**Task directions:**
Among the records below, find each line containing the word "relative" and copy it.

◇ ◇ ◇ ◇ ◇

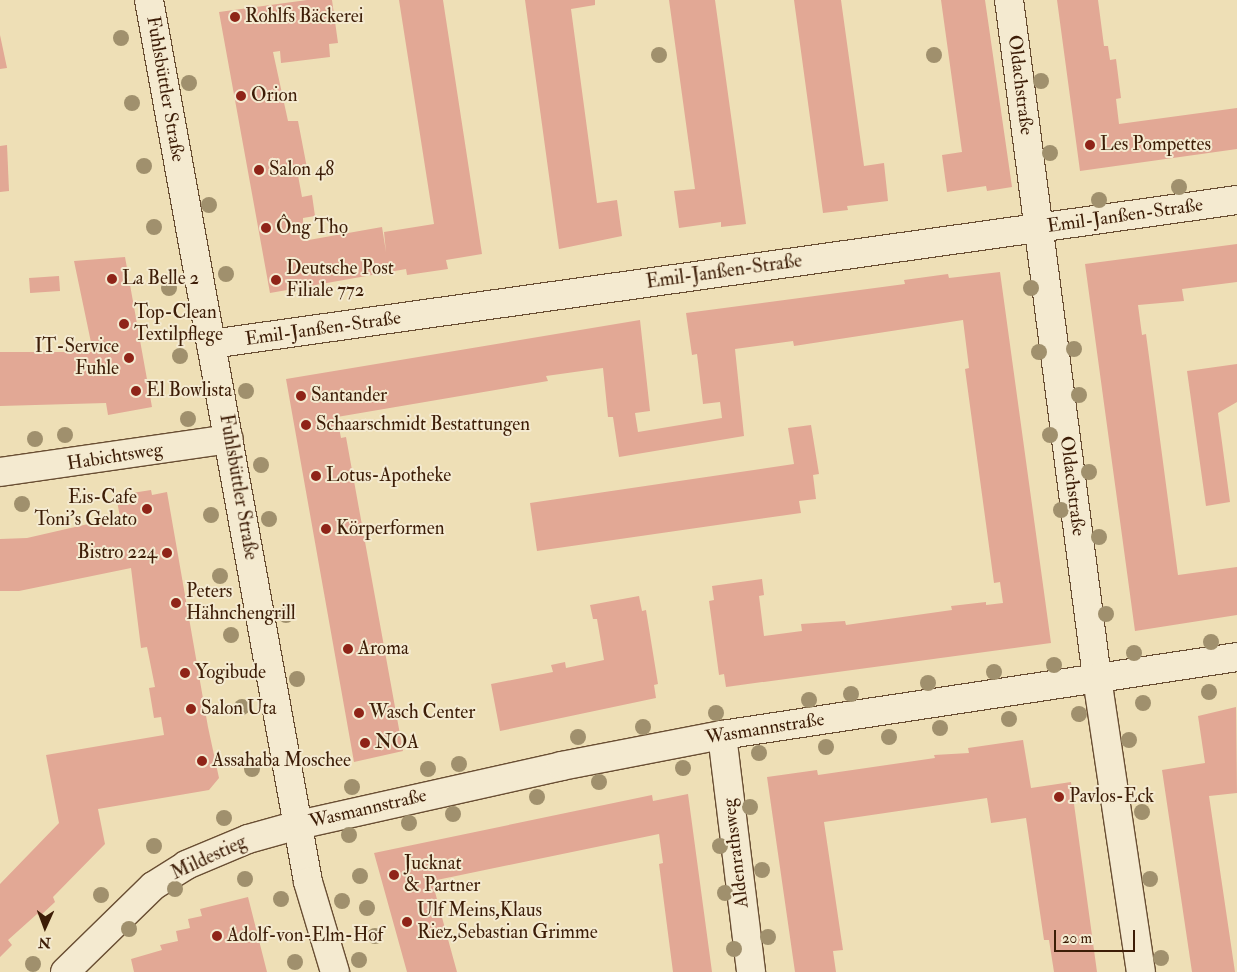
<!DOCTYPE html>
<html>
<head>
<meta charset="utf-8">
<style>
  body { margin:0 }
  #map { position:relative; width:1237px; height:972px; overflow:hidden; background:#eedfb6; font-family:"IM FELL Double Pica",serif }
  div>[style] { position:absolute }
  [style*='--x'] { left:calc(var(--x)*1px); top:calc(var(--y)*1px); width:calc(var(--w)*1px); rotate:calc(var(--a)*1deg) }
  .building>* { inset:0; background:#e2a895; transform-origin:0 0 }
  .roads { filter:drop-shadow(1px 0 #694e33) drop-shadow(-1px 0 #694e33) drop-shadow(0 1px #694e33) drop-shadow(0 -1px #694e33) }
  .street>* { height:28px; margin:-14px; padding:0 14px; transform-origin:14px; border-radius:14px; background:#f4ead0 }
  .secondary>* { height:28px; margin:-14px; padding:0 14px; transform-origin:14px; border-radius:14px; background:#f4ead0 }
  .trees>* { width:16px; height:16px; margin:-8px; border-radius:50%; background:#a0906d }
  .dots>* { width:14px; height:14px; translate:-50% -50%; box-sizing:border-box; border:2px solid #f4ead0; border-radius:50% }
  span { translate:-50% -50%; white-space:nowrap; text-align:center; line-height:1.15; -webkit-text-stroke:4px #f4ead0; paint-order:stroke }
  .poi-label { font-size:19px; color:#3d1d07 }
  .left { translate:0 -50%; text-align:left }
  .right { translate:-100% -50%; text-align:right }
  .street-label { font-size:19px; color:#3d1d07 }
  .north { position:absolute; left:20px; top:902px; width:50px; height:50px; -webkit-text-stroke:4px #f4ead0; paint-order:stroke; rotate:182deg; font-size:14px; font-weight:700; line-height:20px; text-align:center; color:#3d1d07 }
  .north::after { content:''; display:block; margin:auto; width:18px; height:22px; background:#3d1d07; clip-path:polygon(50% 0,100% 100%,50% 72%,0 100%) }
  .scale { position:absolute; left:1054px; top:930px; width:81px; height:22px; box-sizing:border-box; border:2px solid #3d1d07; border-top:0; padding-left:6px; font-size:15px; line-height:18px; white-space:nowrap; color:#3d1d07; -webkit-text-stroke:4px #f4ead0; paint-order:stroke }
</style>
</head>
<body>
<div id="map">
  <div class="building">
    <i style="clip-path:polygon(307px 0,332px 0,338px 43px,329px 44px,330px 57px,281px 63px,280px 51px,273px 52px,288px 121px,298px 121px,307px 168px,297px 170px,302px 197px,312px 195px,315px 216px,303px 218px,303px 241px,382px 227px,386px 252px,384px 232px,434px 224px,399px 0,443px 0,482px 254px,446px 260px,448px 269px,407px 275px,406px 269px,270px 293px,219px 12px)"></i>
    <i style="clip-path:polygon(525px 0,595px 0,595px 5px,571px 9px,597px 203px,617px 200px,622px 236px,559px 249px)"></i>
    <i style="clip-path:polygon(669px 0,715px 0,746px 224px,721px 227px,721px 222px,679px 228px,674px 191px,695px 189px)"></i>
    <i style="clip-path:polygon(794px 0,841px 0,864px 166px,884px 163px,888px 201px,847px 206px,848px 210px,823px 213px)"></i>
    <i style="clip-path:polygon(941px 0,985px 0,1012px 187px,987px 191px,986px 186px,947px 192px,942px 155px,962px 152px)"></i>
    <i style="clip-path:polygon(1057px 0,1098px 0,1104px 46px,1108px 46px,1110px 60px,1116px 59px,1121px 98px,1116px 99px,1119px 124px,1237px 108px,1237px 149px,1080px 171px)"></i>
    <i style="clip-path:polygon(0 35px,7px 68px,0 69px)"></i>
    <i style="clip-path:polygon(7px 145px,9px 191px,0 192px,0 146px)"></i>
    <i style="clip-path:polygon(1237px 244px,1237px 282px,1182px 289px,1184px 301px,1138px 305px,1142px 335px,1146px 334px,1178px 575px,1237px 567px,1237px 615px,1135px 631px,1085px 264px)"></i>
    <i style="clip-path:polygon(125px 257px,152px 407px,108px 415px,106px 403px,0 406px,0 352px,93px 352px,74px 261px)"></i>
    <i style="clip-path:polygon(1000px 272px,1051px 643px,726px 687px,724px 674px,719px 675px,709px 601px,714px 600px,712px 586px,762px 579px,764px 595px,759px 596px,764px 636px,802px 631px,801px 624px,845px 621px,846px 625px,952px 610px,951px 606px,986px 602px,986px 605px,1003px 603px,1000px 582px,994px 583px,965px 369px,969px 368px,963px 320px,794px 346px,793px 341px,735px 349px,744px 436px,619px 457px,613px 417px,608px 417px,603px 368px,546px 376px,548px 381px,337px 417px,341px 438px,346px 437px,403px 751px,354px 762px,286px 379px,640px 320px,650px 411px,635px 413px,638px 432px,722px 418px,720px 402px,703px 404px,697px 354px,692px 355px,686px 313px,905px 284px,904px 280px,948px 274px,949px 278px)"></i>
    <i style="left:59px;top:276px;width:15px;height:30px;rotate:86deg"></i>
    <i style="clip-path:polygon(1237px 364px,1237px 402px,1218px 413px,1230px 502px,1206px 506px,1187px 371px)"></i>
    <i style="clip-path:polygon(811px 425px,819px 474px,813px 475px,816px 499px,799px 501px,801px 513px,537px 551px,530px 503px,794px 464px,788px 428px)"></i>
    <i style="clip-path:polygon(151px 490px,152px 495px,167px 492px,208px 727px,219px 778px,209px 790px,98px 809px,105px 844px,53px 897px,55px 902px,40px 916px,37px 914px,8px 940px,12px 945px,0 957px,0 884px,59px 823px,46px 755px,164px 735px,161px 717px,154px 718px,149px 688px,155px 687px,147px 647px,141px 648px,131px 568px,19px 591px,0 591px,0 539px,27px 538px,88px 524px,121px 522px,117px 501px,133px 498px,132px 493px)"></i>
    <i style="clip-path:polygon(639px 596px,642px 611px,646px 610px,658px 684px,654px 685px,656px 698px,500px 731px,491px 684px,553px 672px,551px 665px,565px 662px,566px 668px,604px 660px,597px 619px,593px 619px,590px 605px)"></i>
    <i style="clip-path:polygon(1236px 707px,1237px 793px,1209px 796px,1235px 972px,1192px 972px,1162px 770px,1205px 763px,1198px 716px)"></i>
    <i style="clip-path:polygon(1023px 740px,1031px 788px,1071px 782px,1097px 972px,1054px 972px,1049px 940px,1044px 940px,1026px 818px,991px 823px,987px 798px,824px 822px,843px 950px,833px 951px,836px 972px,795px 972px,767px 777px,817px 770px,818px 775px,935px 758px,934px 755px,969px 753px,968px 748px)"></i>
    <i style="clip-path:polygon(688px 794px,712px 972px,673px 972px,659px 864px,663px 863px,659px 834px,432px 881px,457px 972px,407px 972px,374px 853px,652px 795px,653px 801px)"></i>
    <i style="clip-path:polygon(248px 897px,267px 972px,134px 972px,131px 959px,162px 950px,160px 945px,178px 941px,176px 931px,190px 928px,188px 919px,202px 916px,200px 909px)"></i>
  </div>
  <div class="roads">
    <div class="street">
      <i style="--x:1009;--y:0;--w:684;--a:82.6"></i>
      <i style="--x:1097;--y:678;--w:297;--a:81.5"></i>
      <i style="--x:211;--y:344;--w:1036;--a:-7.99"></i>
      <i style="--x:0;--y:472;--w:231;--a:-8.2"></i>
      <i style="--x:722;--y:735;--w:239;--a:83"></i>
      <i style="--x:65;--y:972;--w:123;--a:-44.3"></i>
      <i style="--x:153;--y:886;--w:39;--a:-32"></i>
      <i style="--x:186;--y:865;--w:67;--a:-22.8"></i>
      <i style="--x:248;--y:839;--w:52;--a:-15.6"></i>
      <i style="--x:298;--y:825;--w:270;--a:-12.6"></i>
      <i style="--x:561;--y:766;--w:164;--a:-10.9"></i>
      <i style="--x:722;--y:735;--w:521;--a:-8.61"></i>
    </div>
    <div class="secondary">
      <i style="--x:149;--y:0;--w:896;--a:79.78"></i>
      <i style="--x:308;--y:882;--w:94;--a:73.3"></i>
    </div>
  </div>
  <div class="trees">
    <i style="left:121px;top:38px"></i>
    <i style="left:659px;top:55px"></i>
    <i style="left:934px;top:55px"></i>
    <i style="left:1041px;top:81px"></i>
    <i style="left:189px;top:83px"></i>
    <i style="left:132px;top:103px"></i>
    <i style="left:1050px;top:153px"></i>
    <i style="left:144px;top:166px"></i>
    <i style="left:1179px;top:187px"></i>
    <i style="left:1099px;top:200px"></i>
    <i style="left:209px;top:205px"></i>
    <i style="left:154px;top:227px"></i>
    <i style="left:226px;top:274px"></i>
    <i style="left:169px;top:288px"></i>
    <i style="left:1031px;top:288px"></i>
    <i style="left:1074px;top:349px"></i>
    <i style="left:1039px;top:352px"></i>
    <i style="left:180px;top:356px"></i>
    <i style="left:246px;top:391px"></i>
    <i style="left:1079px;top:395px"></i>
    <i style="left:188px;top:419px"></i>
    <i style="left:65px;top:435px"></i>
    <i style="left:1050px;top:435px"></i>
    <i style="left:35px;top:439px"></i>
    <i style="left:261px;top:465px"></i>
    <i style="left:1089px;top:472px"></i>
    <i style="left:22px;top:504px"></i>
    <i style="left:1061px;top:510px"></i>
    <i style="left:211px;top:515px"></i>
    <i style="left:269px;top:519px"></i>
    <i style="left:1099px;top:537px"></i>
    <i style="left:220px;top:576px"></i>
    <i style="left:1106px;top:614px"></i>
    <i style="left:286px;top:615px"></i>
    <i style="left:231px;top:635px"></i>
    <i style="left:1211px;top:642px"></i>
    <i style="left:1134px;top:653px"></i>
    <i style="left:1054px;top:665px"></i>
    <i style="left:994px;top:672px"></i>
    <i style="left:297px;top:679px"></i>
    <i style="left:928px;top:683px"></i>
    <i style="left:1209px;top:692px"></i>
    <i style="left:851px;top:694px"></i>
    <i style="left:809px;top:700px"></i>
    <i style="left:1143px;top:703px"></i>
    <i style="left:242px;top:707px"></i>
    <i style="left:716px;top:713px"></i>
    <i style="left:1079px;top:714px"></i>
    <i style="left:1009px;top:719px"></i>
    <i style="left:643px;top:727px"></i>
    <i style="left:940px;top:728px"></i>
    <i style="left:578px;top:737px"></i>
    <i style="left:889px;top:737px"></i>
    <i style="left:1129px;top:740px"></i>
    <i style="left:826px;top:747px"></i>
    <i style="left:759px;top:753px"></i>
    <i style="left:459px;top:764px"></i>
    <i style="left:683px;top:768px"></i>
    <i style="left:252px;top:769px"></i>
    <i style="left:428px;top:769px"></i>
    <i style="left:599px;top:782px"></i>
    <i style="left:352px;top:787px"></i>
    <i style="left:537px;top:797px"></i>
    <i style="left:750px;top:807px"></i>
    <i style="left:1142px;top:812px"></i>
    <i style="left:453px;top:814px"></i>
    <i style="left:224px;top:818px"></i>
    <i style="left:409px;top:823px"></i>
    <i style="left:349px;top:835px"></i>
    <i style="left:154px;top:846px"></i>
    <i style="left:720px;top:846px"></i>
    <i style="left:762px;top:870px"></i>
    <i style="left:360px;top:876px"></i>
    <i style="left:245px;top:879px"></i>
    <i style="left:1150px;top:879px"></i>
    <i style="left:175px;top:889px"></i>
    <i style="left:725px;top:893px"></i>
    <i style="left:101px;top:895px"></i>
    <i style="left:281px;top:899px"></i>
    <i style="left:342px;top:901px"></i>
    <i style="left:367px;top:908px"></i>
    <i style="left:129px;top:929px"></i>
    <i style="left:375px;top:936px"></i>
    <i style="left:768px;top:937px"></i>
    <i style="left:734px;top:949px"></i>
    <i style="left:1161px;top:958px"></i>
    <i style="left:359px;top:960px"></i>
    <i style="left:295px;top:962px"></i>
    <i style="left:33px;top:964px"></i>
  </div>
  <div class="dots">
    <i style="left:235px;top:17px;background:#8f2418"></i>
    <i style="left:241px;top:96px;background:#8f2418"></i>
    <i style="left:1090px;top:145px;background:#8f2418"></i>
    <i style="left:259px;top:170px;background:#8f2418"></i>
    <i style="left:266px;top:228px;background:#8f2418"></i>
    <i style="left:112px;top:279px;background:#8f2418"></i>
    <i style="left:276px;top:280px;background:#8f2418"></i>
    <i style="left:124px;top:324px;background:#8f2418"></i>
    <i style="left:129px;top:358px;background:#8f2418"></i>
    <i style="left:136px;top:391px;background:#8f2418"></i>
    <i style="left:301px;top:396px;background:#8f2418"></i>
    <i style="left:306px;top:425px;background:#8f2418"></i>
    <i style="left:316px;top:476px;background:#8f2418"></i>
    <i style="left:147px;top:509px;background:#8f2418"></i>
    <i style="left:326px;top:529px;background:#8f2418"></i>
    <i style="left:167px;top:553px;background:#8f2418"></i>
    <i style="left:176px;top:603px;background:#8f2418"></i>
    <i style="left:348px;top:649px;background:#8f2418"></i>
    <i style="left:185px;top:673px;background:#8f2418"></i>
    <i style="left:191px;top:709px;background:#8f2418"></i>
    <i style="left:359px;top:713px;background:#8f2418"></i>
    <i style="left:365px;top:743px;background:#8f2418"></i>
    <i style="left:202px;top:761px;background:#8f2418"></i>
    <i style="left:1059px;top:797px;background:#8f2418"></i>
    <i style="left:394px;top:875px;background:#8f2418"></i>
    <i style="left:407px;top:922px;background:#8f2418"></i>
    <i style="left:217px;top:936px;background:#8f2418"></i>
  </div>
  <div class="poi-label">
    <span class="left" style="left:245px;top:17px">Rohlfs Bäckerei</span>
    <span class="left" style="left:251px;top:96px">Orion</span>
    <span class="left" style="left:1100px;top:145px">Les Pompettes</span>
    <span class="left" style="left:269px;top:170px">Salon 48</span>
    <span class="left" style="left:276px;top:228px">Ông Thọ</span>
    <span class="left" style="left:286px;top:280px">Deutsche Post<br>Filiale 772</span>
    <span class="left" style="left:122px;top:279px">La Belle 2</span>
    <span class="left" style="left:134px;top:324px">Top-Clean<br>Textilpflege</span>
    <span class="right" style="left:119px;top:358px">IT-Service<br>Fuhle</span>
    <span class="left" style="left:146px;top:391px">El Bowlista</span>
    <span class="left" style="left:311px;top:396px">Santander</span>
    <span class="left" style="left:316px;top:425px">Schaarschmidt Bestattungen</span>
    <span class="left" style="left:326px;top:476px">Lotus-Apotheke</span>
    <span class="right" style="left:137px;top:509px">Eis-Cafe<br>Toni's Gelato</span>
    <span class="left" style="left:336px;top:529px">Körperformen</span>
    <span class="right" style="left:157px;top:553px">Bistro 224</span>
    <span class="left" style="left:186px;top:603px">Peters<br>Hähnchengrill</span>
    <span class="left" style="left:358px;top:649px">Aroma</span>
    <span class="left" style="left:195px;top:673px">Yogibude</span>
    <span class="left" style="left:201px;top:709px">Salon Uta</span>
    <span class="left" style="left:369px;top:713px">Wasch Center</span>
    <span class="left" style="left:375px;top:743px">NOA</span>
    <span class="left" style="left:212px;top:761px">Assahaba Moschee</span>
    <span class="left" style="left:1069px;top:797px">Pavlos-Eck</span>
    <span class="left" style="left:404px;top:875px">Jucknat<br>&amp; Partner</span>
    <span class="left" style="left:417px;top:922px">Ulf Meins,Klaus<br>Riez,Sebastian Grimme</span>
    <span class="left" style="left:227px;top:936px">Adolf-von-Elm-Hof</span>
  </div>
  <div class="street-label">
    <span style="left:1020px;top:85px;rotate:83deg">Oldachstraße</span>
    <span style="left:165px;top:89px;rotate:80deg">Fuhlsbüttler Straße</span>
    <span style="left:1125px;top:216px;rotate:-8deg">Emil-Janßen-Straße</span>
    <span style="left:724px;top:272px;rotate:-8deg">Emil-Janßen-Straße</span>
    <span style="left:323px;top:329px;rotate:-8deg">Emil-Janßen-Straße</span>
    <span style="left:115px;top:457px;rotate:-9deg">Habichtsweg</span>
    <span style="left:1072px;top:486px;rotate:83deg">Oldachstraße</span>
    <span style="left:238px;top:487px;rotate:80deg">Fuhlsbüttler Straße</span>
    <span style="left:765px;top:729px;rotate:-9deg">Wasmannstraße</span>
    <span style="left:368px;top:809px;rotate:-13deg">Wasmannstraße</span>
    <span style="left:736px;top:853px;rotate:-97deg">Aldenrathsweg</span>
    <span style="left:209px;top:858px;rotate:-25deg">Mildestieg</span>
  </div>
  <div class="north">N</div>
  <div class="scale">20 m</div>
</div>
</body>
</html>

◇ ◇ ◇ ◇ ◇

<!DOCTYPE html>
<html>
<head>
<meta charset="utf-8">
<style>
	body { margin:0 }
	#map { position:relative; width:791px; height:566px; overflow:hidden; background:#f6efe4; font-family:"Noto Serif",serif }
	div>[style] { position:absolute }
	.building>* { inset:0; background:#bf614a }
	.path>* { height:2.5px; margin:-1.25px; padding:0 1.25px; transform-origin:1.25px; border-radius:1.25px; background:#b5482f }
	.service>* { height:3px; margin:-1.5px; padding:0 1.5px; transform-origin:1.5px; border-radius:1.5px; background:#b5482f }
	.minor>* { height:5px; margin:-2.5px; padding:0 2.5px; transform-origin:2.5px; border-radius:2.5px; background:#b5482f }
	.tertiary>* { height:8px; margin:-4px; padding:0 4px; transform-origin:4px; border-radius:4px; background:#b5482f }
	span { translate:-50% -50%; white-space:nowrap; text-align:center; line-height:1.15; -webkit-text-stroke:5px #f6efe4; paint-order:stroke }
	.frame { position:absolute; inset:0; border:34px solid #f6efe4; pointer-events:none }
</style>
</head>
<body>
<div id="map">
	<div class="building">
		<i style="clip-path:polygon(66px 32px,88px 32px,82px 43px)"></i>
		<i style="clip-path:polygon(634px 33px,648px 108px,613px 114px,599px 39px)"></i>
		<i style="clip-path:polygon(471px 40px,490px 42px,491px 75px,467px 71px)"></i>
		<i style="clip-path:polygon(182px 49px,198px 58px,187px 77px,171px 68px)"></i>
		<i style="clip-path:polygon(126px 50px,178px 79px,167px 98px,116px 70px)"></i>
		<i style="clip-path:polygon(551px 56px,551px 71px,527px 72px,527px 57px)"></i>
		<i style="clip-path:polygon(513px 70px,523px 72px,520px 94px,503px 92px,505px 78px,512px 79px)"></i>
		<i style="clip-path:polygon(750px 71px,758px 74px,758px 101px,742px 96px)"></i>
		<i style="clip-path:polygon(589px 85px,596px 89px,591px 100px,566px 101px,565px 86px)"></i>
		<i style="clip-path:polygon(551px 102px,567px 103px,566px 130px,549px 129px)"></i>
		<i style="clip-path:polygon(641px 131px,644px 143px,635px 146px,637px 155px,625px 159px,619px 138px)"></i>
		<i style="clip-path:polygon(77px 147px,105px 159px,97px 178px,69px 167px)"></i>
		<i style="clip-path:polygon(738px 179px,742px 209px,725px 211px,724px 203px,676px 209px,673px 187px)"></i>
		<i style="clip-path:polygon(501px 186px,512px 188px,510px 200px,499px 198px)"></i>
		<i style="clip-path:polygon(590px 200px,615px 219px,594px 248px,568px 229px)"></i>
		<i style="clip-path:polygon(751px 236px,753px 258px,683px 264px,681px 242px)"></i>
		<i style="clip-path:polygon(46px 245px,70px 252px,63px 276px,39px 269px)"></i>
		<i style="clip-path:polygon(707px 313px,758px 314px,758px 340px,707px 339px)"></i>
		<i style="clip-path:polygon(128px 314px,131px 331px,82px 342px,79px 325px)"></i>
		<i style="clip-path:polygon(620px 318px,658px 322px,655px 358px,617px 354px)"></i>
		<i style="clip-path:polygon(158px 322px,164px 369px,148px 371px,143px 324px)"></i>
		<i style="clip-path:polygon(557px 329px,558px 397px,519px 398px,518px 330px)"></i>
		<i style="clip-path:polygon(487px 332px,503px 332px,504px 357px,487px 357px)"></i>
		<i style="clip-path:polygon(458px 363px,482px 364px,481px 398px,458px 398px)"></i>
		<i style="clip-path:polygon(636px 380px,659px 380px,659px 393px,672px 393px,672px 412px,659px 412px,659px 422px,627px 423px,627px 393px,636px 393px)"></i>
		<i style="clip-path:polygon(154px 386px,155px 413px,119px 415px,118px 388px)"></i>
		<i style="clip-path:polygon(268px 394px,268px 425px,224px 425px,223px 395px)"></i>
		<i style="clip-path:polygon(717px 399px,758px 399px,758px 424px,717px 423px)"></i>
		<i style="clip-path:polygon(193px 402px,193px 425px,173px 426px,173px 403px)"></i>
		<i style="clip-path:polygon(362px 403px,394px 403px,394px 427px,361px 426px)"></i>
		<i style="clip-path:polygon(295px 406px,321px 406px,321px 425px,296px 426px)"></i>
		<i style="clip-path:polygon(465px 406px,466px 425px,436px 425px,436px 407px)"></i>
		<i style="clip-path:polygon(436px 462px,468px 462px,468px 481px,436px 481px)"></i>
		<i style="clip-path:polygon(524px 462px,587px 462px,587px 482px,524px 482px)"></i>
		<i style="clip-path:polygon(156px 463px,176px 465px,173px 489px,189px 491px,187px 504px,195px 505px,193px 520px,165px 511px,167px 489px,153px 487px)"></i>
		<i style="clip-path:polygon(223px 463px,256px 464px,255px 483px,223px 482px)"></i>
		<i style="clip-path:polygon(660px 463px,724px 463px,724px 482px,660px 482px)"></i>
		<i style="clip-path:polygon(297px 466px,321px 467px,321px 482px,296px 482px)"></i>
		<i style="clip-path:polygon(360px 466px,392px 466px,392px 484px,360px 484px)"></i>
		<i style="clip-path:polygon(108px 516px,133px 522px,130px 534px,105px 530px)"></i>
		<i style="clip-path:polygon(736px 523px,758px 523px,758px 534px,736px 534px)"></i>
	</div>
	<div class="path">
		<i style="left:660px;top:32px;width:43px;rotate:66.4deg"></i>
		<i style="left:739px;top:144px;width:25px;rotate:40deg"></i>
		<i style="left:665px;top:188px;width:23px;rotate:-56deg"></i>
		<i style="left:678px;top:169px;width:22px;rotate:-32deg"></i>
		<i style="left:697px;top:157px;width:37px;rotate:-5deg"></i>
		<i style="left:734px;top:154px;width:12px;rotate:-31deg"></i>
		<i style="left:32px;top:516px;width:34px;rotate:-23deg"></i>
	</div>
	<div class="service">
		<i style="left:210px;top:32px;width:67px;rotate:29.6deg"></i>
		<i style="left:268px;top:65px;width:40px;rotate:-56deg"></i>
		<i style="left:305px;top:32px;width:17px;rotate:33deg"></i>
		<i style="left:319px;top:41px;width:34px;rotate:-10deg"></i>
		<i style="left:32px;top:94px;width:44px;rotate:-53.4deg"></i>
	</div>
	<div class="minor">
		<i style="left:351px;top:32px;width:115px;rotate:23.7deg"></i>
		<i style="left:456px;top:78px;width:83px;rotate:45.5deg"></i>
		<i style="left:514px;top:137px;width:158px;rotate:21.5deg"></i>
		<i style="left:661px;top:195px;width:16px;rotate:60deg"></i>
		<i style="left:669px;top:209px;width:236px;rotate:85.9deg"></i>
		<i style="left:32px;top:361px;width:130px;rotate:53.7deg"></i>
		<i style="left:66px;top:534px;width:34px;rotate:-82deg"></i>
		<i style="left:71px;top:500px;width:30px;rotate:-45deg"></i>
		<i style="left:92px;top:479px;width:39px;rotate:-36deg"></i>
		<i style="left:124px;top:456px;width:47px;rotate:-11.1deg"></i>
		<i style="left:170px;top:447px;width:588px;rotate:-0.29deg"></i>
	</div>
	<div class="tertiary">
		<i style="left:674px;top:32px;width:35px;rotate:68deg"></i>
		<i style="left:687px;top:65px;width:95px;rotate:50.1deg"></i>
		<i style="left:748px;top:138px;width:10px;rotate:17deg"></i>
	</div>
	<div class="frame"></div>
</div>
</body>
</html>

◇ ◇ ◇ ◇ ◇

**Result of this exercise:**
  #map { position:relative; width:1237px; height:972px; overflow:hidden; background:#eedfb6; font-family:"IM FELL Double Pica",serif }
	#map { position:relative; width:791px; height:566px; overflow:hidden; background:#f6efe4; font-family:"Noto Serif",serif }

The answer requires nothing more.